You could program robots to live their lives and nobody would ever notice. Sure, maybe they like living their lives as directed. I could not, but maybe it suits them. Why though, do they feel Righteous in condemning my lifestyle? I work, I pay taxes, the only difference is that I don't have set working hours so my time zone shifts around. I also like a bit of variety in house and garden but it doesn't affect them. Why are they bothered?

It comes back to children. Children like predictability and they like sameness. Put a different child in the mix and they can't cope. They are wary of any who are different from the group. That's natural, for children. Adults should be able to reason and to cope with differences. Plastic Man is the Government's vision of the future. Married, two drone kids (hey, a beehive would reject these two as being too droney), follows the Life Plan to the letter, no smoking, no drinking, meals on time, work on time, home on time, in the garden at set times, lawn trimmed to perfection, car parked within inches of the target, washed and rust-free (I never owned a rust-free one.

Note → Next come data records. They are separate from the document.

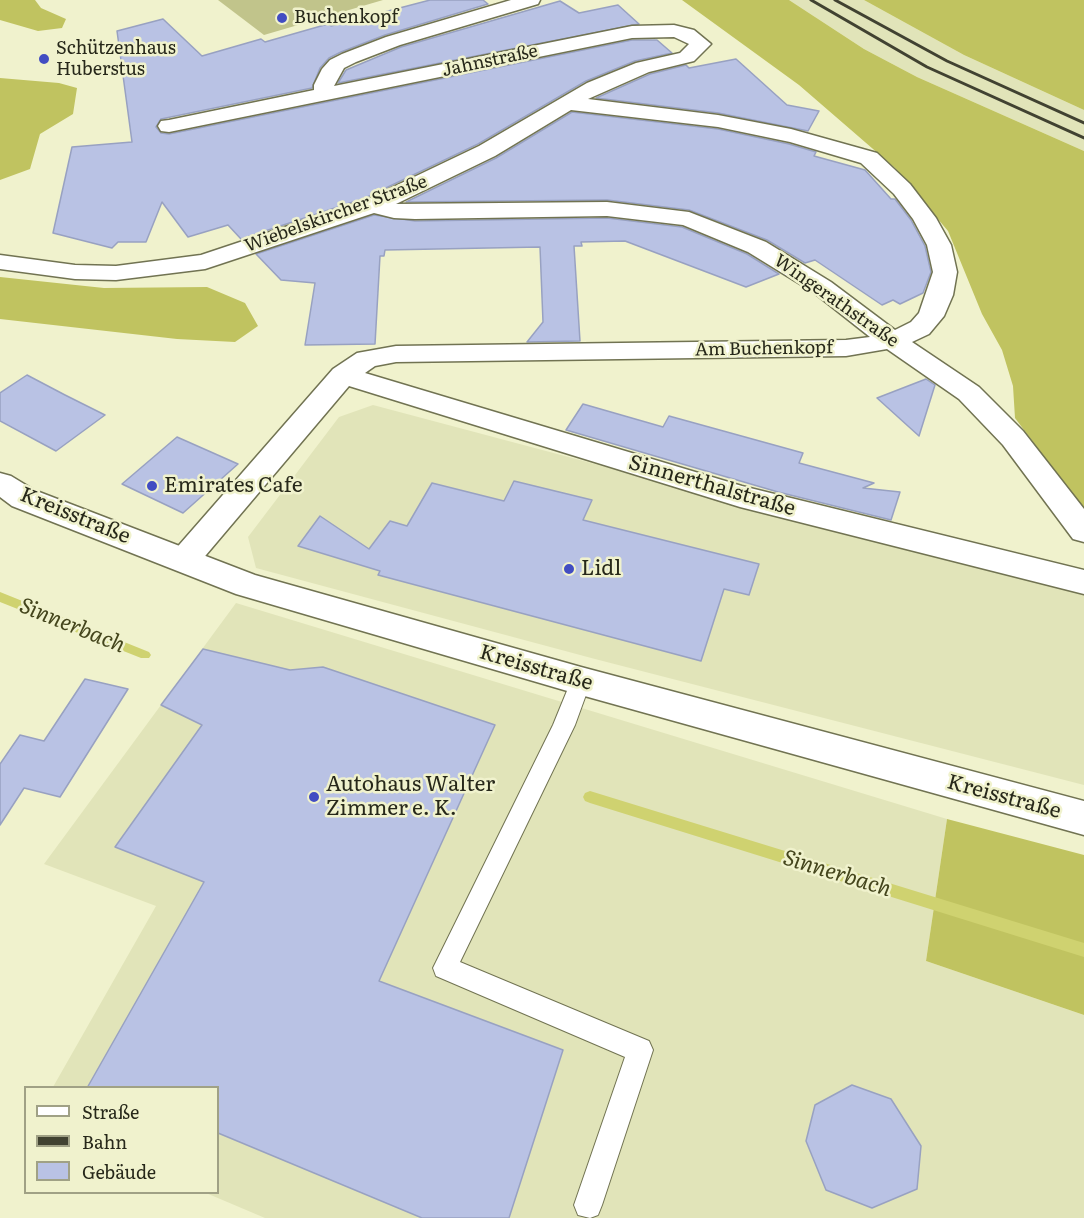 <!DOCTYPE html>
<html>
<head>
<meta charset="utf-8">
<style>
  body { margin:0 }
  #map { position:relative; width:1084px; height:1218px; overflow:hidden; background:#f0f2cd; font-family:Literata,serif }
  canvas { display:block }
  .legend { position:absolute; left:24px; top:1086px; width:195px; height:108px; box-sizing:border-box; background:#f0f2cd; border:2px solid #a0a185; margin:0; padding:8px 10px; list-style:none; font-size:18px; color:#27281a }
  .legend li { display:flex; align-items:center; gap:12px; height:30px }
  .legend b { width:30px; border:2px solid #a0a185 }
</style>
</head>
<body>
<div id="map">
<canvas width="1084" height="1218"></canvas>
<ul class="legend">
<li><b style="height:8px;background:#fff"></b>Straße</li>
<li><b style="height:8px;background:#414231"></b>Bahn</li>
<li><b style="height:16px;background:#b9c2e4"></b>Gebäude</li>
</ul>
</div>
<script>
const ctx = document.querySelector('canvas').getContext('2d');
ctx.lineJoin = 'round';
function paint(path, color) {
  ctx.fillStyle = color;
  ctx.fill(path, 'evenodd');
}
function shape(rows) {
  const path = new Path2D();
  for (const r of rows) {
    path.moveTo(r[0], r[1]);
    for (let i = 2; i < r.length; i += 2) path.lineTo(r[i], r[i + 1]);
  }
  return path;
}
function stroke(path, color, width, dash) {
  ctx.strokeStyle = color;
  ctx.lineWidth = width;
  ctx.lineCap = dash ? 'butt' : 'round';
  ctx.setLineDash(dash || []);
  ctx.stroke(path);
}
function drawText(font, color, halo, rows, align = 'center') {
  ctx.font = font + ' Literata,serif';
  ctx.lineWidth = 5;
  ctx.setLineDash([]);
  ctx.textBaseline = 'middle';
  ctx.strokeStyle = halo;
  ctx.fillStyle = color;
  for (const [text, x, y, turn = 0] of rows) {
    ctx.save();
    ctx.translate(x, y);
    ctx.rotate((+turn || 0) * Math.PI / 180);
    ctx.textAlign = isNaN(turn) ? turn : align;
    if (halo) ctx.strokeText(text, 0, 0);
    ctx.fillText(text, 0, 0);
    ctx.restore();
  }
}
const built = shape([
  [789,0,864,0,964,55,1084,110,1084,151,917,77,864,49],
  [373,405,1050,585,1084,590,1084,785,595,659,256,568,248,537,339,417],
  [236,603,947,819,926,961,1084,1015,1084,1218,265,1218,206,1193,218,1192,218,1088,53,1087,156,906,44,864]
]);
const green = shape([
  [218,0,383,0,264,35]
]);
const forest = shape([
  [0,0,35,0,41,8,66,19,62,28,38,31,0,20],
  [682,0,789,0,864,49,917,77,1084,151,1084,510,1015,418,1013,386,1002,350,982,314,948,231,895,168,799,85],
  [864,0,1084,0,1084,110,964,55],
  [0,78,59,83,77,88,73,114,40,134,30,169,0,180],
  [0,277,104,288,207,287,245,303,258,326,235,342,177,339,0,319],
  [947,819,1084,855,1084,1015,926,961]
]);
const stream = shape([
  [0,592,149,652,151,655,149,658,141,658,0,602,0,592],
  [590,791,1084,943,1084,957,590,803,585,801,583,797,585,793,590,791]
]);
const building = shape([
  [430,0,483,0,488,4,385,35,341,52,329,58,320,68,312,88,161,119,156,127,161,133,169,134,632,40,657,40,672,53,635,61,586,81,478,144,365,198,241,239,228,225,188,237,162,202,146,242,118,242,112,248,53,233,72,147,132,142,117,31,163,19,202,56,261,39,265,42,328,24,331,26,430,0],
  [560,1,579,13,618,5,639,24,338,83,346,70,401,47,560,1],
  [736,59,787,105,819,111,808,131,718,113,596,98,650,74,686,65,689,68,736,59],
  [572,112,718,129,789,144,816,152,814,156,865,170,891,199,895,199,911,220,925,246,931,272,923,293,900,304,893,300,882,305,815,260,805,263,767,240,689,210,607,200,406,202,496,158,572,112],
  [374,215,415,221,607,218,682,227,747,254,779,274,746,287,625,241,581,242,582,246,574,246,580,341,527,342,543,322,540,247,385,250,384,256,380,256,375,344,305,345,315,283,281,280,256,254,374,215],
  [27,375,65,395,105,415,56,451,0,421,0,393,27,375],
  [926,379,935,385,919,436,877,398,926,379],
  [583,404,663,427,669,416,803,453,799,463,874,483,863,488,900,492,891,520,778,492,566,430,583,404],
  [177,437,238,464,183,513,122,484,177,437],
  [514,481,592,500,583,520,759,564,749,595,724,589,701,661,378,575,380,571,298,546,320,516,369,549,390,521,407,526,432,483,504,501,514,481],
  [203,649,290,670,323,667,495,725,379,981,563,1050,509,1218,422,1218,218,1133,218,1088,87,1088,204,882,115,847,202,725,161,705,203,649],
  [85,679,128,689,60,797,24,788,0,825,0,764,20,735,44,741,85,679],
  [852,1085,891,1099,921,1146,917,1189,872,1208,826,1190,806,1141,815,1105,852,1085]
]);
const lane = shape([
  [581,673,588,675,591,681,575,725,460,962,649,1041,653,1050,602,1205,598,1215,590,1218,578,1215,574,1205,625,1057,436,976,433,968,553,725,571,681,574,675,581,673]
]);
const street = shape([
  [511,0,540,0,538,4,400,45,356,62,344,68,334,86,632,26,674,25,694,30,711,44,694,61,649,72,588,99,718,115,791,129,877,153,910,184,936,218,951,245,957,272,953,295,944,316,929,334,912,342,979,387,1023,431,1084,509,1084,542,1073,539,1003,445,959,399,887,349,846,356,396,362,375,366,365,373,742,486,1084,570,1084,594,740,507,349,386,195,568,184,572,173,568,168,560,173,552,333,369,357,353,396,346,846,340,870,337,813,292,748,252,683,225,607,216,415,219,394,218,374,213,205,269,116,280,75,279,0,269,0,255,75,265,116,266,201,255,366,200,479,146,587,83,636,63,680,53,689,44,674,37,632,38,169,132,161,131,158,126,161,121,169,120,314,90,314,85,322,69,330,60,342,54,386,37,511,0],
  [571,110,718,127,790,142,861,163,894,194,913,219,927,245,933,272,919,313,911,322,895,330,831,282,766,242,689,212,607,202,396,204,495,156,571,110]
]);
const secondary = shape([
  [0,473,11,476,34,490,255,575,581,667,1084,801,1084,835,581,695,236,594,12,506,0,497,0,473]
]);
const rail = shape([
  [811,0,927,67,1084,138],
  [835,0,947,61,1084,123]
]);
const markers = [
  [282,18,6,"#424dc2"],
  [44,59,6,"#424dc2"],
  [152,486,6,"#424dc2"],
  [569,569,6,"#424dc2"],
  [314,797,6,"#424dc2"]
];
const farPoinames = [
  ["Buchenkopf",294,18],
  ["Schützenhaus",56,49],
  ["Huberstus",56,70]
];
const farStreetnames = [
  ["Jahnstraße",490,61,-12],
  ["Wiebelskircher Straße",336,214,-20],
  ["Wingerathstraße",836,301,35],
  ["Am Buchenkopf",764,349,-1]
];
const poiNames = [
  ["Emirates Cafe",164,486],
  ["Lidl",581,569],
  ["Autohaus Walter",326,785],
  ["Zimmer e. K.",326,809]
];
const streetNames = [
  ["Sinnerthalstraße",712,486,16],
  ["Kreisstraße",75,516,22],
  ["Kreisstraße",536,668,16],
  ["Kreisstraße",1004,797,15]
];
const waterNames = [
  ["Sinnerbach",72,626,22],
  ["Sinnerbach",837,874,17]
];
paint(built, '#e1e4b9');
paint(green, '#c1c48b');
paint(forest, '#c0c360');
paint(stream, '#cfd270');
paint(building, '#b9c2e4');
stroke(building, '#98a1c1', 1.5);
stroke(lane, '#717352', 2);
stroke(street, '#717352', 3);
stroke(secondary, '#717352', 3);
paint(lane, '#fff');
paint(street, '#fff');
paint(secondary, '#fff');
stroke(rail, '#414231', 3);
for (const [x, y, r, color] of markers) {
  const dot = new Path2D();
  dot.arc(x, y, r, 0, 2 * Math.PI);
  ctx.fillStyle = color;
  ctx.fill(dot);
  stroke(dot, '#f0f2cd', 2);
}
drawText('18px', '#27281a', '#f0f2cd', farPoinames, 'left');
drawText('18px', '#27281a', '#f0f2cd', farStreetnames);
drawText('21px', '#27281a', '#f0f2cd', poiNames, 'left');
drawText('21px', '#27281a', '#f0f2cd', streetNames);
drawText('italic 22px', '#44451c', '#f0f2cd', waterNames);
</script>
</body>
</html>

I was Hammerite's best customer for years). In bed by ten, television watched and assimilated, the News is True, war is peace, freedom is slavery, ignorance is strength... is that a fun life or is that just living for the sake of it?

Fortunately the neighbour on the other side is an utter pisshead who is also self-employed and also has no interest in what the neighbours think. If, indeed, they do.

If you look at the newspaper comments you will find this next line hard to believe but... there are more sensible thinkers than we realise. The drones are noisy but the sensible are quiet. None of us want to draw attention to ourselves. Well, aside from gabbly ones like me and the other bloggers but we are a minority even among the sensible. Among the local Smoky-Drinkers I am the only one who blogs. Some have no Internet and no interest in getting it. One at least doesn't even have a landline in his house.

There are adults out there in the population but adults watch in silence. The childen shriek and wail and the adults shake their heads and say 'tut'. That's how it's always been. Unfortunately the politicians are children too, so they're not listening to the adults.

So, does sleep cause cancer? Not yet. Not until the 24/7 requirement for taxation kicks in.

hen we'll watch those Young Ones episodes and as with the Dilbert books, we won't be laughing any more.

But by then, laughing will be illegal anyway.